Registered Nurse Coach

Novant HealthCharlotte, NC
123d

About The Position

The RN Coach will function in a telephonic virtual care center and is part of the Care Connections Team which collaborates with physicians, mid-level providers, staff, and other health care professionals to provide coordination of care across the health care continuum. The RN Coach will also focus on enhancing the patient experience by recommending primary and specialty care providers as well as community resources. This role serves as an integral member of the health care team who works to ensure safety, best practice and high quality standards of care are maintained across the continuum. Responsibilities include, but are not limited to assisting, developing and coordinating a wide range of self-management support, chronic-care management as well as acute triage. Position responsibilities are met through providing information pertaining to acute healthcare needs while promoting health and well-being. The RN Coach also supports holistic interdisciplinary patient centered care as part of the Care Connections team. Care Connections promotes the effective self-management of chronic-care and assists patients with navigating the healthcare system.
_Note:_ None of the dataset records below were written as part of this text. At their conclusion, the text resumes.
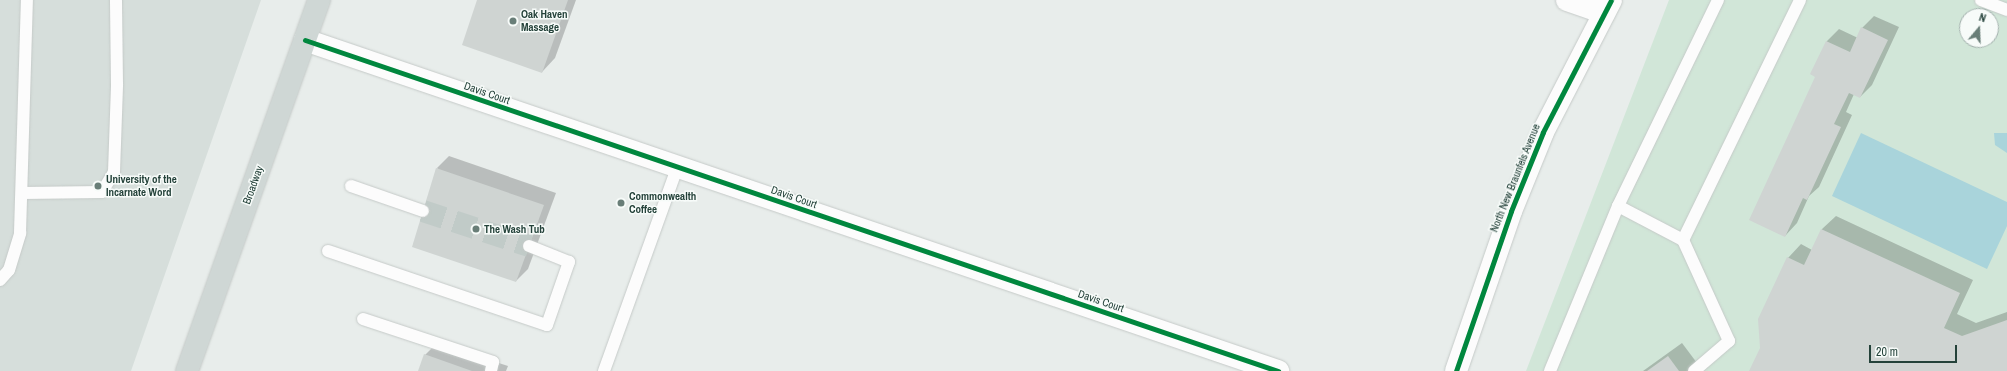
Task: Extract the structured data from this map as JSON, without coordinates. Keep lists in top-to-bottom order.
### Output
{
  "streets": {
    "main road": ["Broadway"],
    "street": ["Davis Court", "North New Braunfels Avenue"]
  },
  "crossings": [
    ["Davis Court", "Broadway"]
  ],
  "places": [
    "Oak Haven Massage",
    "University of the Incarnate Word",
    "Commonwealth Coffee",
    "The Wash Tub"
  ],
  "scale_bar": "20 m",
  "north": "top"
}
In addition, this role may include answering a nurse triage line responsible for assessing problems over the phone utilizing appropriate and approved protocols.

Requirements

  • Graduate of an accredited school of nursing, required.
  • Minimum of five years clinical experience in hospital, home health, or community setting with a recent focus on acute and/or chronic-care management, required.
  • Current RN license for all states in NH footprint, required.

Nice To Haves

  • BSN, preferred.
  • Case management experience, preferred.

Responsibilities

  • Aids with defining a disease-specific patient database (registry) in coordination with clinic management and medical director.
  • Assists to create and test processes to identify patients appropriate for chronic-care management services.
  • Works with Population Health to develop and refine systems necessary to manage patient referrals from providers and staff to appropriate self-management education and support.
  • Answers the nurse call line as assigned and helps to navigate and/or coordinate the patient's care.
  • Identification of needed preventive health maintenance, immunizations, and chronic disease interventions.
  • Assists to create and sustain protocols which allow initial and/or follow-up services to be ordered or completed before the patient sees the provider.
  • Works with Novant Health resources to identify opportunities to enhance processes to improve patient flow and enhance patient experiences and medical care across the system.
  • Assists with Population Health programs and defined tools to aid in the identification of risks, symptoms and opportunities to improve.
  • Assists patients to create a plan for Health Behavior Change using the Behavior Change Model.
  • Assists to provide program-defined written health education materials and tools to provide to chronic-care patients.